Adrenergic receptors blockade alleviates dexamethasone-induced neurotoxicity in adult male Wistar rats: Distinct effects on β-arrestin2 expression and molecular markers of neural injury

Rasha M S M Mohamed; Enssaf Ahmad Ahmad; Dalia M Amin; Samar Ahmed Abdo; Islam A A E-H Ibrahim; Mona F Mahmoud; Shimaa Abdelaal

doi:10.1007/s40199-023-00490-y

Adrenergic receptors blockade alleviates dexamethasone-induced neurotoxicity in adult male Wistar rats: Distinct effects on β-arrestin2 expression and molecular markers of neural injury

Daru. 2023 Nov 15. doi: 10.1007/s40199-023-00490-y.
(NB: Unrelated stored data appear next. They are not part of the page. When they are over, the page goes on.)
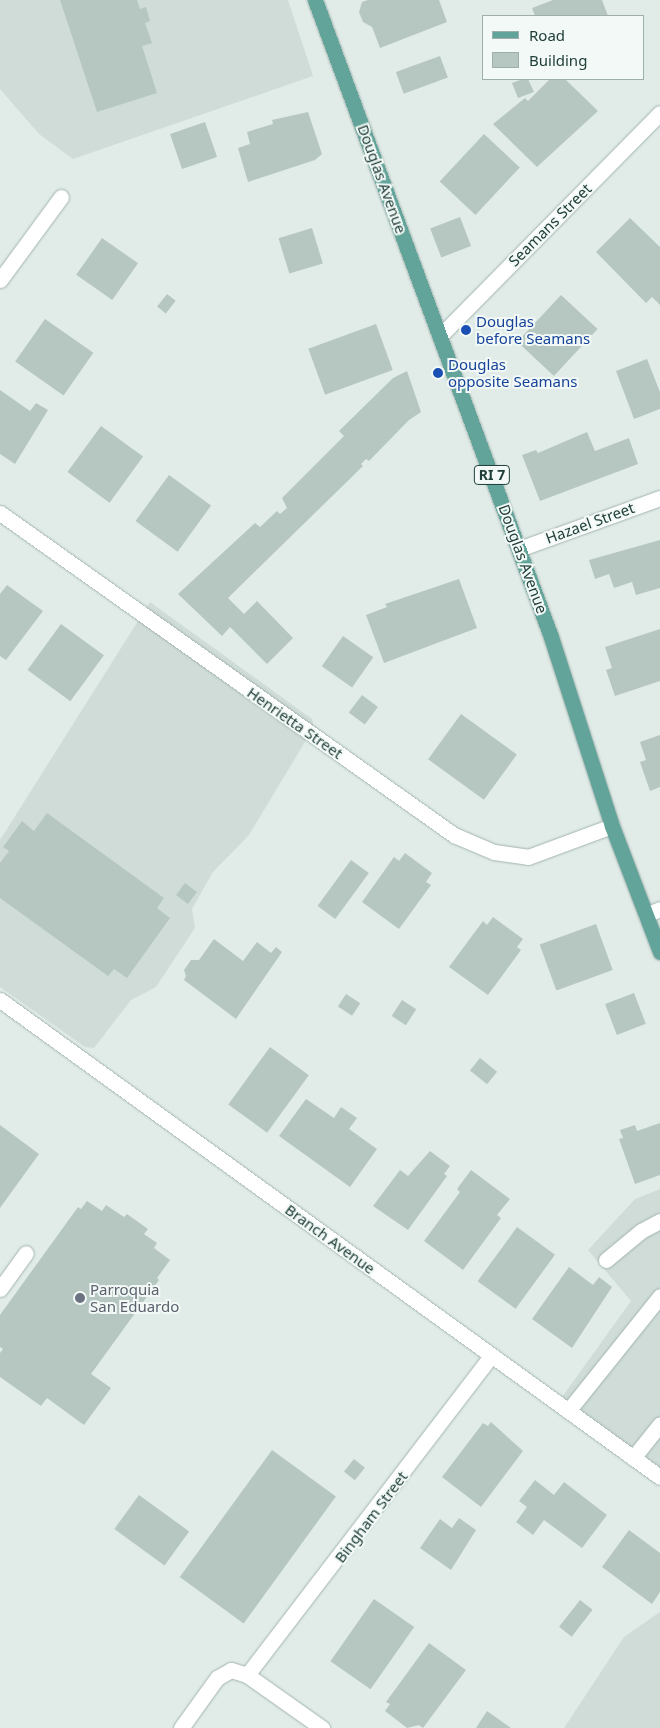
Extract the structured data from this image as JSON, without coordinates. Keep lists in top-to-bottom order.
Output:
{
  "streets": {
    "main road": ["Douglas Avenue", "RI 7"],
    "street": [
      "Seamans Street",
      "Hazael Street",
      "Henrietta Street",
      "Branch Avenue",
      "Bingham Street"
    ]
  },
  "crossings": [
    ["Douglas Avenue", "Seamans Street"],
    ["Douglas Avenue", "Hazael Street"],
    ["Douglas Avenue", "Henrietta Street"],
    ["Branch Avenue", "Bingham Street"]
  ],
  "places": ["Douglas before Seamans", "Douglas opposite Seamans", "Parroquia San Eduardo"],
  "legend": ["Road", "Building"]
}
Online ahead of print.

Authors

Rasha M S M Mohamed¹, Enssaf Ahmad Ahmad², Dalia M Amin³, Samar Ahmed Abdo⁴, Islam A A E-H Ibrahim⁵, Mona F Mahmoud⁶, Shimaa Abdelaal⁶

Affiliations

¹ Department of Clinical Pharmacology, Faculty of Medicine, Zagazig University, Zagazig, 44519, Egypt.
² Department of Human Anatomy and Embryology, Faculty of Medicine, Zagazig University, Zagazig, 44519, Egypt.
³ Department of Forensic Medicine and Clinical Toxicology, Faculty of Medicine, Zagazig University, Zagazig, 44519, Egypt.
⁴ Department of Biochemistry, Faculty of Veterinary Medicine, Zagazig University, Zagazig, 44519, Egypt.
⁵ Department of Pharmacology and Toxicology, Faculty of Pharmacy, Zagazig University, Zagazig, 44519, Egypt. eaebrahiem@pharmacy.zu.edu.eg.
⁶ Department of Pharmacology and Toxicology, Faculty of Pharmacy, Zagazig University, Zagazig, 44519, Egypt.

PMID: 37966585
DOI: 10.1007/s40199-023-00490-y

Abstract

Background: Dexamethasone-induced neurotoxicity has been previously reported. However, the molecular mechanisms are still not completely understood.
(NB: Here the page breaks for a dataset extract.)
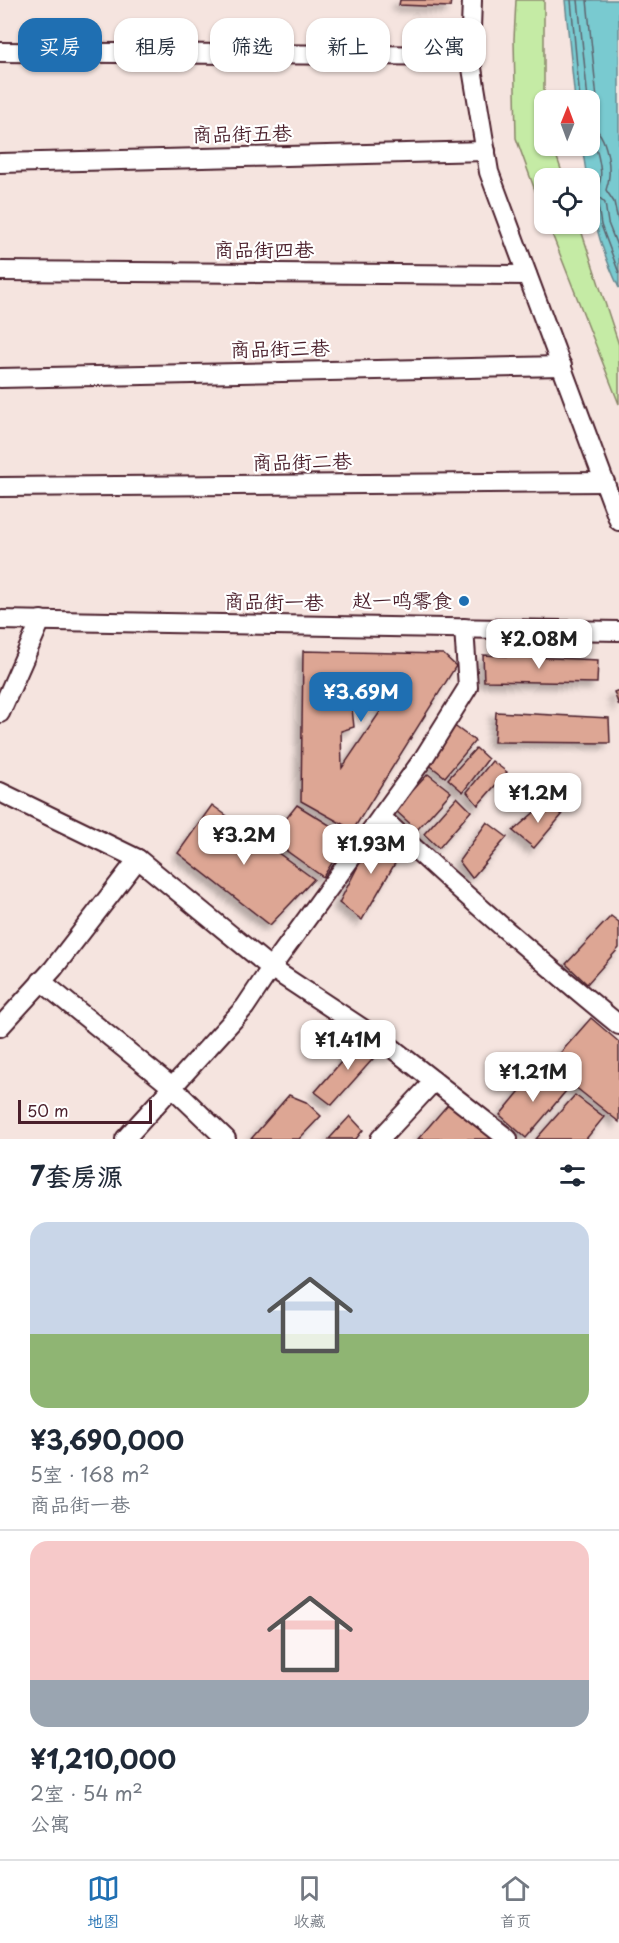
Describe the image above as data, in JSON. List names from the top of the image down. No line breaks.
{"streets":{"street":["商品街五巷","商品街四巷","商品街三巷","商品街二巷","商品街一巷"]},"places":["赵一鸣零食"],"scale_bar":"50 m","north":"top","page":{"chip":["买房","租房","筛选","新上","公寓"],"price":["¥2.08M","¥3.69M","¥1.2M","¥3.2M","¥1.93M","¥1.41M","¥1.21M"],"scale":"50 m","heading":"7套房源","list":[{"name":"¥3,690,000","note":"5室 · 168 m² · 商品街一巷"},{"name":"¥1,210,000","note":"2室 · 54 m² · 公寓"}],"tabs":["地图","收藏","首页"]}}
Objectives: The current work aimed to investigate the modulatory effects of α- and β-adrenergic receptors on dexamethasone-induced neurotoxicity in rats focused on changes in β-arrestin2 and molecular markers of neural injury in cerebral cortex.

Methods: Male Wistar rats were subcutaneously injected with dexamethasone (10 mg/kg/day) for 7 days to induce neural injury in the cerebral cortex. The experiment involved 5 groups: control, dexamethasone, carvedilol, propranolol, and doxazosin. In the last 3 groups, drugs were given 2 hours before dexamethasone injection. At the end of experiment, brain samples were collected for measurement of brain derived neurotrophic factor (BDNF), glial fibrillary acidic protein (GFAP), kinase activity of protein kinase B (Akt), diacylglycerol (DAG), α-smooth muscle actin (α-SMA), Smad3, β-amyloid and phospho-tau protein levels in addition to histopathological examination of brain tissue using hematoxylin-eosin, Nissl, and Sirius red stains. Moreover, β-arrestin2 levels in the cerebral cortex were measured using immunohistochemical examination.
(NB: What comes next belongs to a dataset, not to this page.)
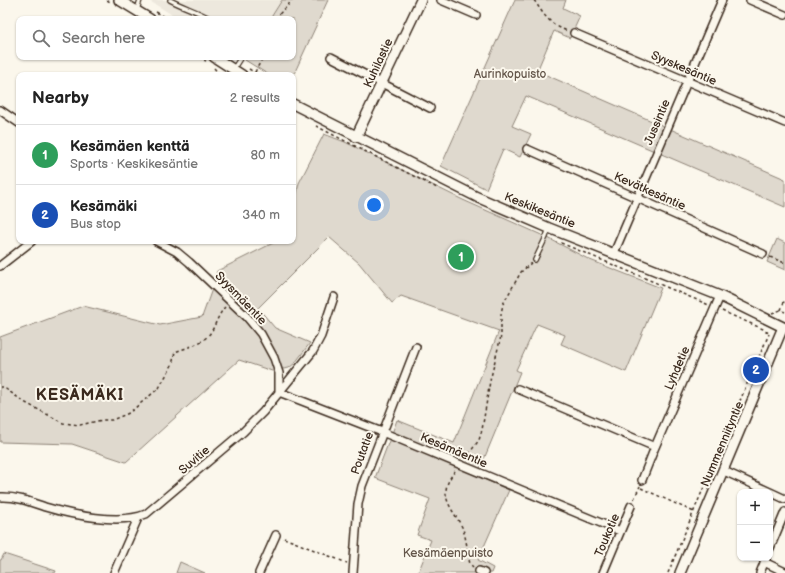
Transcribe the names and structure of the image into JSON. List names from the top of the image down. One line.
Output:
{"streets":{"street":["Kuhilastie","Syyskesäntie","Jussintie","Kevätkesäntie","Keskikesäntie","Syysmäentie","Lyhdetie","Nummenniityntie","Kesämäentie","Poutatie","Suvitie","Toukotie"]},"crossings":[["Kuhilastie","Keskikesäntie"],["Syyskesäntie","Jussintie"],["Jussintie","Kevätkesäntie"],["Jussintie","Keskikesäntie"],["Keskikesäntie","Lyhdetie"],["Keskikesäntie","Nummenniityntie"],["Syysmäentie","Kesämäentie"],["Syysmäentie","Suvitie"],["Kesämäentie","Poutatie"],["Kesämäentie","Suvitie"],["Kesämäentie","Toukotie"]],"districts":["KESÄMÄKI"],"parks":["Aurinkopuisto","Kesämäenpuisto"],"page":{"search":"Search here","heading":["Nearby","2 results"],"list":[{"mark":"1","name":"Kesämäen kenttä","note":"Sports · Keskikesäntie","value":"80 m"},{"mark":"2","name":"Kesämäki","note":"Bus stop","value":"340 m"}],"pins":["1","2"],"map_buttons":["+","−"]}}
Results: Dexamethasone slightly reduced brain weight and significantly decreased BDNF, Akt kinase activity and β-arrestin2 but markedly induced degeneration of cortical neurons and significantly increased GFAP, DAG, α-SMA, Smad3, β-amyloid and phospho-tau protein levels compared to controls. Carvedilol, propranolol, and doxazosin reversed all dexamethasone-induced molecular changes and slightly ameliorated the histopathological changes. Carvedilol significantly increased brain weight and β-arrestin2 levels compared to dexamethasone, propranolol, and doxazosin groups.

Conclusion: blocking α- and/or β-adrenergic receptors alleviate dexamethasone-induced neurotoxicity despite their distinct effects on β-arrestin2 levels in the cerebral cortex.

Keywords: Carvedilol; Dexamethasone; Doxazosin; Neurotoxicity; Propranolol; β-Arrestin2.